Première chose : les Africains doivent rester en Afrique parce qu’ils veulent y rester et parce qu’il y a de l’espoir, pas parce qu’ils sont empêchés d’aller ailleurs. La libre circulation devrait être un droit pour tous.
Deuxième chose : nous faisons tous partie des Nations unies et nous avons des conventions, la Déclaration des droits de l’Homme… Pour moi, chaque pays européen doit les respecter. On peut rentrer dans les questions concernant les frontières… Mais une fois que le jeune arrive, est-ce qu’il est protégé ? Est-ce que son droit est respecté ? Même en Libye ! C’est une question difficile. Ça ne concerne pas seulement l’Europe. En Afrique du Sud aussi il y a des problèmes liés à la xénophobie, en Libye par exemple, il y a de l’esclavage. Tout ce que je demande à la France ou à d’autres pays, c’est de respecter les droits humains et la déclaration des droits de l’Homme.
LVSL – La jeunesse tunisienne avait grandement utilisé les réseaux sociaux pour mener à bien sa révolution. Pensez-vous que la révolution algérienne fait écho au printemps arabe ? Comment expliquer qu’elle arrive aussi tard par rapport aux autres pays arabes ?
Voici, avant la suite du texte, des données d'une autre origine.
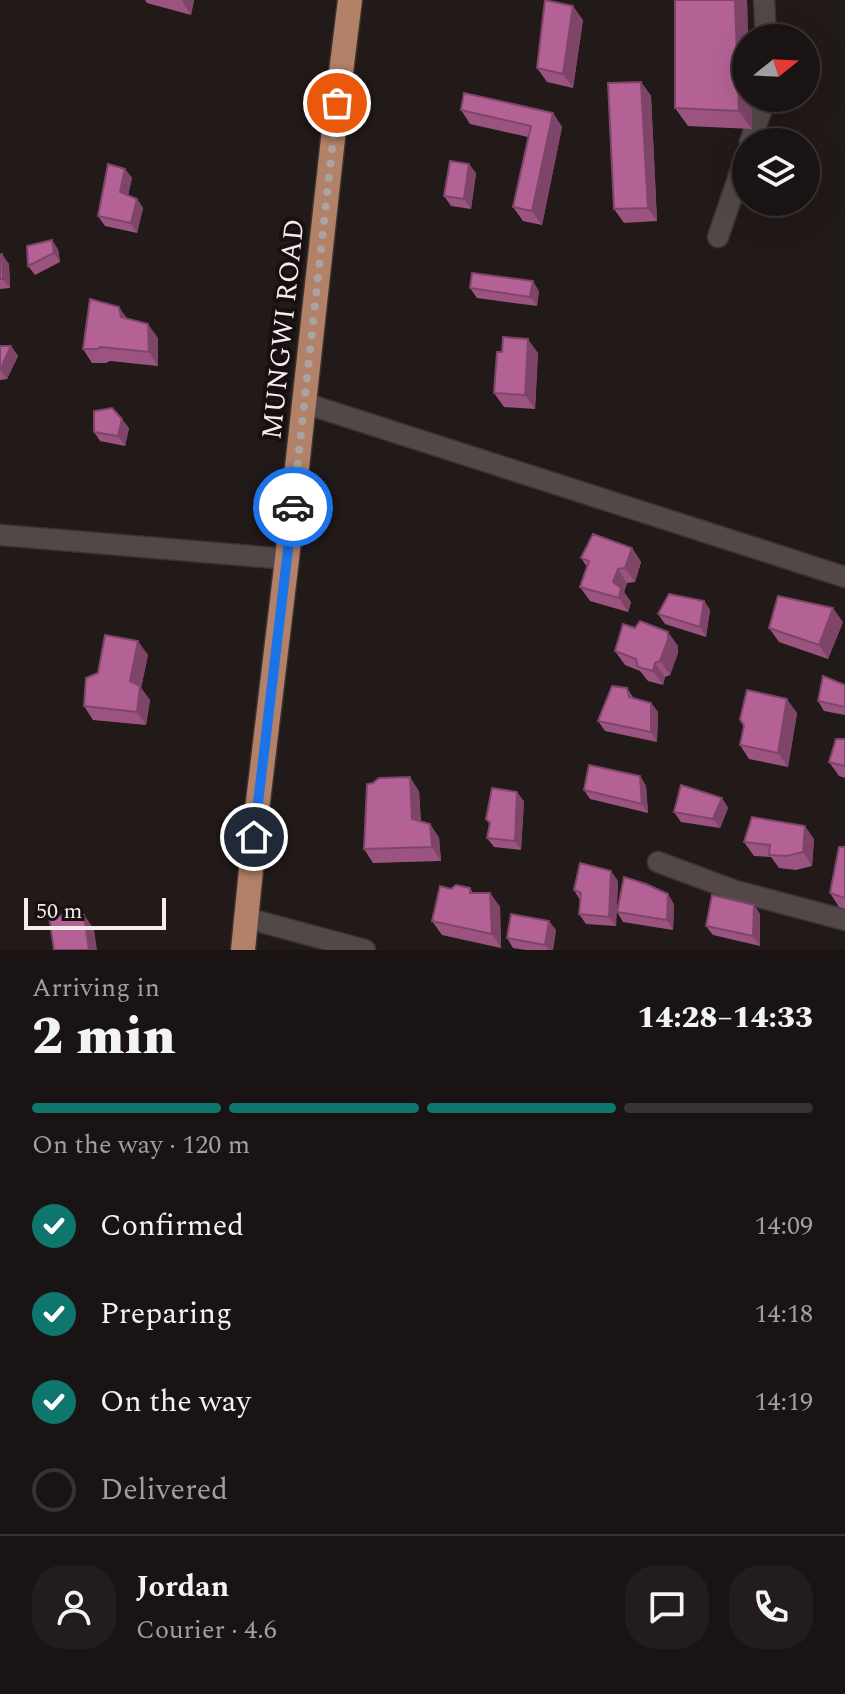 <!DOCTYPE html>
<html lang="en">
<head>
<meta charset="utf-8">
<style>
  :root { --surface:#1a1313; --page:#231c1c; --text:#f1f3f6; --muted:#9f9ea0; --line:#383233; --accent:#0f766e }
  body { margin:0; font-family:Spectral,serif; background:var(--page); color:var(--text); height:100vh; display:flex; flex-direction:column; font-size:30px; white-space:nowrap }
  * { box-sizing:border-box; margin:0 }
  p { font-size:26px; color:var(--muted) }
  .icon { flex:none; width:44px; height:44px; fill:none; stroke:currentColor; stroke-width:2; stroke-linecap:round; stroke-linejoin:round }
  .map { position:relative; height:950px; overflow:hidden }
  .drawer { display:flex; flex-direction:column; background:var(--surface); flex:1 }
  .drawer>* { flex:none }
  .needle { width:52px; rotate:72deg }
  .buttons { position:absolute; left:732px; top:24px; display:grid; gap:16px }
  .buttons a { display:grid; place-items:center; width:88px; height:88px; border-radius:50%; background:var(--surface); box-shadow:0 8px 32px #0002,0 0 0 2px var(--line); font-size:40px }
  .scale { position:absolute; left:24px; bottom:20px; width:142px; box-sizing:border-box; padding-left:8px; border:4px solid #f4eded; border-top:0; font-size:22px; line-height:28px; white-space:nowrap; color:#f4eded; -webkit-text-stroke:6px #181010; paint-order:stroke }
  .pin { position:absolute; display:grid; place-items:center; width:68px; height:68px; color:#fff; margin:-34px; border:4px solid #fff; border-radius:50%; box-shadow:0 2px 8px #0007 }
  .courier { position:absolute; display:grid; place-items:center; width:80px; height:80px; margin:-40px; border:6px solid #1a73e8; border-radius:50%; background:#fff; color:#222; box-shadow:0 2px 10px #0007 }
  .headline em { font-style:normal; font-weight:800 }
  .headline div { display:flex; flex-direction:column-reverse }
  .headline { display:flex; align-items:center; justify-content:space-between; height:136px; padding:0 32px }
  h1 { font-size:52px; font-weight:800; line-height:60px }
  .bar { display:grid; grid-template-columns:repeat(4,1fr); gap:12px 8px; align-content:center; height:96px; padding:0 32px }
  .bar i { height:10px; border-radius:6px; background:var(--line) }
  .bar .current { background:var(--accent) }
  .bar p { grid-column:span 4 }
  .line { display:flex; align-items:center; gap:20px; padding:0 32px; border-top:2px solid var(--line) }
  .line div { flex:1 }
  .round { display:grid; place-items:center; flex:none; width:84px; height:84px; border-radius:32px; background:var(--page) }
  ol { padding:0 32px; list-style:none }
  li { display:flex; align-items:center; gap:24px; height:88px }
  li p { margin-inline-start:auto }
  li .icon { padding:8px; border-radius:50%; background:var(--accent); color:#fff; stroke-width:4 }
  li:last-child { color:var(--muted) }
  li i { width:44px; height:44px; border:4px solid var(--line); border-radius:50% }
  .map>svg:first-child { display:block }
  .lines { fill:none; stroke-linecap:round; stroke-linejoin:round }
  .minor-casing { stroke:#3a3333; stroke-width:23 }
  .major-casing { stroke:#3a3333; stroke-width:27 }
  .minor { stroke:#534848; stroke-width:20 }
  .major { stroke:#b28167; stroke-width:24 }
  .wall { fill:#9b5480 }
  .shaded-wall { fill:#7e4568 }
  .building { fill:#b46295; stroke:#7e4568; stroke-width:2 }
  .done { stroke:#aaa3a3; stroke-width:8; stroke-dasharray:0 14.4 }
  .route { stroke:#1a73e8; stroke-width:10 }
  .labels { text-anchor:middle; stroke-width:8; stroke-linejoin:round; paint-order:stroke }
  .street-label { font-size:28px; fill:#f4eded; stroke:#181010 }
</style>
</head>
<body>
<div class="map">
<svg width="845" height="950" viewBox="0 0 845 950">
  <rect width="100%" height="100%" fill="#221919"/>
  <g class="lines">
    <g class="minor-casing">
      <g id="minor">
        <path d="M764 0 766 38"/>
        <path d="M750 142 766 98"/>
        <path d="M718 237 746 155"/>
        <path d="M304 403 845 577"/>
        <path d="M0 535 287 559"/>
        <path d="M658 862 736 891 845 920"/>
        <path d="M246 918 365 950"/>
      </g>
    </g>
    <g class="major-casing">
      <path id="major" d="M243 950 257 810 287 559 334 129 350 0"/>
    </g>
    <use href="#minor" class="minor"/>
    <use href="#major" class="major"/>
  </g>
  <g class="wall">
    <path d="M145 0H194L191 15 147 3Z"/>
    <path d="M747 0 748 38H746V98H751L752 129 688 126 675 108Z"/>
    <path d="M583 20 573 88 547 82 537 68Z"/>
    <path d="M641 82 651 96 657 221 624 223 614 209Z"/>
    <path d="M461 110 553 113 562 127 542 225 523 221 513 207 528 137 470 124Z"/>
    <path d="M125 169 132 178 128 195 137 199 143 208 137 233 105 226 98 216Z"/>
    <path d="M476 173 471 209 451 206 444 196Z"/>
    <path d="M58 249 60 262 35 275 28 266Z"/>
    <path d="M0 255 9 264 10 288 0 289Z"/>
    <path d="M470 288 539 291 537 306 477 298Z"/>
    <path d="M127 319 158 338V366L110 361 106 363H92L83 349Z"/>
    <path d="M0 346H11L18 356 7 379 0 380Z"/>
    <path d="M502 352 538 353 535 409 504 407 494 393Z"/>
    <path d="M129 428 125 446 100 441 94 432Z"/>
    <path d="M632 548 641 562 635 582 627 583 624 592 631 602 628 612 590 601 580 587 587 567 581 558Z"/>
    <path d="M704 601 710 610 706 637 665 624 658 614Z"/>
    <path d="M843 622 828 659 779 642 769 628Z"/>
    <path d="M635 628 678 646V653L670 675 665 677 663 685 648 681 640 671 625 665 615 651Z"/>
    <path d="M148 655 141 688 150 700 146 725 93 720 84 706Z"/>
    <path d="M845 685V715L824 711 818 701Z"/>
    <path d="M627 688 634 699 651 703 658 712 657 742 605 731 598 721Z"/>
    <path d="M797 713 788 767 749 759 740 745Z"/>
    <path d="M845 739V778L839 776 829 762Z"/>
    <path d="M640 776 646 786 648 813 590 799 584 790Z"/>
    <path d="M419 791 421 821 430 824 439 838 441 861 373 863 364 849Z"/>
    <path d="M722 798 728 808 720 828 681 822 674 812Z"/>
    <path d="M524 801 521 850 494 847 487 838 490 825 486 819Z"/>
    <path d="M814 839 812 866 796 870 779 868 771 857 754 856 744 842Z"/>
    <path d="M845 847V909L839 907 830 893Z"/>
    <path d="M618 881 616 926 586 924 579 914 580 900 574 890Z"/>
    <path d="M470 888 473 893H490L500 907 501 948 442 935 432 921 451 889Z"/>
    <path d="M674 904 673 930 623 922 617 912Z"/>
    <path d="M754 905 760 914V946L713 935 706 926Z"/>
    <path d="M556 930 553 950H526L513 948 507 938Z"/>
  </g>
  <g class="shaded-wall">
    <path d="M182 0H194L191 15 182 1Z"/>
    <path d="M735 0H747L748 38H746V98H751L752 129 739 111Z"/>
    <path d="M573 6 583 20 573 88 563 74Z"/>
    <path d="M641 82 651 96 657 221 648 208Z"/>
    <path d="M553 113 562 127 542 225 532 211Z"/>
    <path d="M469 164 476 173 471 209 464 199Z"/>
    <path d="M125 169 132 178 127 201 120 192Z"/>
    <path d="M137 199 143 208 137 233 131 223Z"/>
    <path d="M52 240 58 249 60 262 54 253Z"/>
    <path d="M2 254 9 264 10 288 3 279Z"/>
    <path d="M533 281 539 291 537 306 530 297Z"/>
    <path d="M119 307 129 321 121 317Z"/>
    <path d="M148 324 158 338V366L149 352Z"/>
    <path d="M528 339 538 353 535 409 525 395Z"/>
    <path d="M11 346 18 356 7 379 0 370Z"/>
    <path d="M122 419 129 428 125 446 118 436Z"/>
    <path d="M632 548 641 562 635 582 625 568Z"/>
    <path d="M618 569 627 583 624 592 631 602 628 612 619 598 613 582Z"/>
    <path d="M704 601 710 610 706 637 700 627Z"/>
    <path d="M833 608 843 622 828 659 819 645Z"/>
    <path d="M668 632 678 646V653L670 675 660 661Z"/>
    <path d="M138 641 148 655 141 688 150 700 146 725 137 712 130 681Z"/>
    <path d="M655 663 665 677 663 685 653 671Z"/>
    <path d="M787 699 797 713 788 767 778 753Z"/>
    <path d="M651 703 658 712 657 742 651 732Z"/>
    <path d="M640 776 646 786 648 813 642 804Z"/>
    <path d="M410 777 419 791 421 832 412 819Z"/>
    <path d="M517 792 524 801 521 850 515 841Z"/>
    <path d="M722 798 728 808 720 828 713 819Z"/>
    <path d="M430 824 439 838 441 861 432 847Z"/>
    <path d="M805 826 814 839 812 866 803 852Z"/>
    <path d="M611 871 618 881 616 926 609 917Z"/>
    <path d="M490 893 500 907 501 948 492 934Z"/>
    <path d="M668 894 674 904 673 930 667 920Z"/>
    <path d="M754 905 760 914V946L753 936Z"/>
    <path d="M84 915 94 929 97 950H89Z"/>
    <path d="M549 921 556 930 553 950H549L545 945Z"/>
  </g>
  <g class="building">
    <path d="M545 0 573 6 563 74 537 68Z"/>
    <path d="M675 0H735L739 111 675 108Z"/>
    <path d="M641 82 648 208 614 209 608 83Z"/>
    <path d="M464 93 553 113 532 211 513 207 531 126 461 110Z"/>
    <path d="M450 161 469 164 464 199 444 196Z"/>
    <path d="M108 164 125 169 120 192 137 199 131 223 98 216Z"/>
    <path d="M52 240 54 253 28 266 27 246Z"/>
    <path d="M2 254 3 279H0V255Z"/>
    <path d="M472 273 533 281 530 297 470 288Z"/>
    <path d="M90 299 119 307 121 317 148 324 149 352 101 347 97 349H83Z"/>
    <path d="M503 337 528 339 525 395 494 393 497 352H502Z"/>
    <path d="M0 346H11L0 370Z"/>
    <path d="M112 408 122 419 118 436 94 432V411Z"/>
    <path d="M593 534 632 548 625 568 618 569 613 582 621 588 619 598 580 587 589 561 581 558Z"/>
    <path d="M669 594 704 601 700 627 658 614Z"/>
    <path d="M778 596 833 608 819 645 769 628Z"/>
    <path d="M640 621 668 632V639L660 661 655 663 653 671 638 667 636 659 615 651 623 624 635 628Z"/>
    <path d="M105 635 138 641 130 681 140 686 137 712 84 706 86 678 98 673Z"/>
    <path d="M823 676 845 685V707L818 701Z"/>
    <path d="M612 686 627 688 629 697 651 703V732L598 721Z"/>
    <path d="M747 690 787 699 778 753 740 745 744 726 740 719Z"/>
    <path d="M836 739H845V766L829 762Z"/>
    <path d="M589 765 640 776 642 804 584 790Z"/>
    <path d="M410 777 412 819 430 824 432 847 364 849 367 784 373 783 379 778Z"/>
    <path d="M681 785 722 798 713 819 674 812Z"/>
    <path d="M492 788 517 792 515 841 487 838 490 823 486 819Z"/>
    <path d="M752 817 805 826 803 852 787 856 769 855 770 845 744 842Z"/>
    <path d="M839 847H845V898L830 893Z"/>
    <path d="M580 863 611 871 609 917 579 914 581 893 574 890Z"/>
    <path d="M624 877 646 884 668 894 667 920 617 912Z"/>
    <path d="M456 885 470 888V893H490L492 934 432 921 440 886 451 889Z"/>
    <path d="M712 895 754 905 753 936 706 926Z"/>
    <path d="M511 914 549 921 545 945 507 938Z"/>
    <path d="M84 915 89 950H54L49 916Z"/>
  </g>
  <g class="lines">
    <path class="done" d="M293 507 337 103"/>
    <path class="route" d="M254 837 293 507"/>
  </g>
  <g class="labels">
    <g class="street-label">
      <text transform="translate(282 329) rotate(-84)" y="10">MUNGWI ROAD</text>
    </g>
  </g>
</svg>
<div class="buttons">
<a><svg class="needle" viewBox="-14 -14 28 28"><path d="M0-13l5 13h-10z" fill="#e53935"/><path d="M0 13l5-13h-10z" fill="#9f9ea0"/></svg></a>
<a><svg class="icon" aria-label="layers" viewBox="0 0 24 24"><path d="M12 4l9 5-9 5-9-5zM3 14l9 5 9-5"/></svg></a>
</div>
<div class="scale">50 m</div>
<div class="pin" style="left:337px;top:103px;background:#ea580c"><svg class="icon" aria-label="bag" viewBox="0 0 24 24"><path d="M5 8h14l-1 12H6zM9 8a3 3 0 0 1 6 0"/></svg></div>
<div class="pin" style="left:254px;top:837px;background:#1f2937"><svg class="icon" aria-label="home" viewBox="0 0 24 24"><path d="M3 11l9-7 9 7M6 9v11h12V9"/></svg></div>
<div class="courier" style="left:293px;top:507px"><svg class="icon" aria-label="car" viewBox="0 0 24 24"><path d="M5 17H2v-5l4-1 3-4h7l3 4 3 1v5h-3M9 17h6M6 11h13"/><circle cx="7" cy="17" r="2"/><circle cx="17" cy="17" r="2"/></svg></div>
</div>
<section class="drawer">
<div class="headline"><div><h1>2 min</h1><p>Arriving in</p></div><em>14:28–14:33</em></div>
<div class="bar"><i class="current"></i><i class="current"></i><i class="current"></i><i></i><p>On the way · 120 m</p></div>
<ol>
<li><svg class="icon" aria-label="check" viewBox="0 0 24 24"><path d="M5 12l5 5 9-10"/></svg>Confirmed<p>14:09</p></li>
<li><svg class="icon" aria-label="check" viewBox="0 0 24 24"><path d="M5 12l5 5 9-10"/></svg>Preparing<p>14:18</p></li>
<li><svg class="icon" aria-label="check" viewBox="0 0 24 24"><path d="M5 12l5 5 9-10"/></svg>On the way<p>14:19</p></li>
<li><i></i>Delivered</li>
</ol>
<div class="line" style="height:144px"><a class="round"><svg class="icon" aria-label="person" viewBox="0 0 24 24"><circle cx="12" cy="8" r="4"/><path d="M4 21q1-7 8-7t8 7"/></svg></a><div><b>Jordan</b><p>Courier · 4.6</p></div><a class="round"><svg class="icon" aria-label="chat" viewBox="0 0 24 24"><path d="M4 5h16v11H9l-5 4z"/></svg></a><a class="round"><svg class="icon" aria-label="phone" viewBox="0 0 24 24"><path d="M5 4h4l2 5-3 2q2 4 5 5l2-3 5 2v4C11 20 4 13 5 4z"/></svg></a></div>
</section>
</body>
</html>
Il y a eu la première vague de révolutions en 2011, avec plusieurs pays. 8 ans après, on peut comprendre que ça ait mis du temps. En Tunisie on avait commencé notre processus révolutionnaire en 2006 ! Mais à l’époque personne n’avait entendu notre appel. En Tunisie, nous étions prêts en 2011 et c’est pourquoi nous avons notre résultat aujourd’hui. C’est la jeunesse qui décide quand il est bon de faire un changement positif. Nous avons choisi le début des années 2010. Les Algériens ont décidé que le temps du changement était en 2019.
Les révolutions ont des éléments déclencheurs et c’est souvent au moment des élections. Quand les élections approchent, c’est là que les esprits se réveillent et réclament un changement. C’est sûrement pour cela que les Algériens se sont autant mobilisés ces dernières semaines. Nous sommes fiers des jeunes Algériens.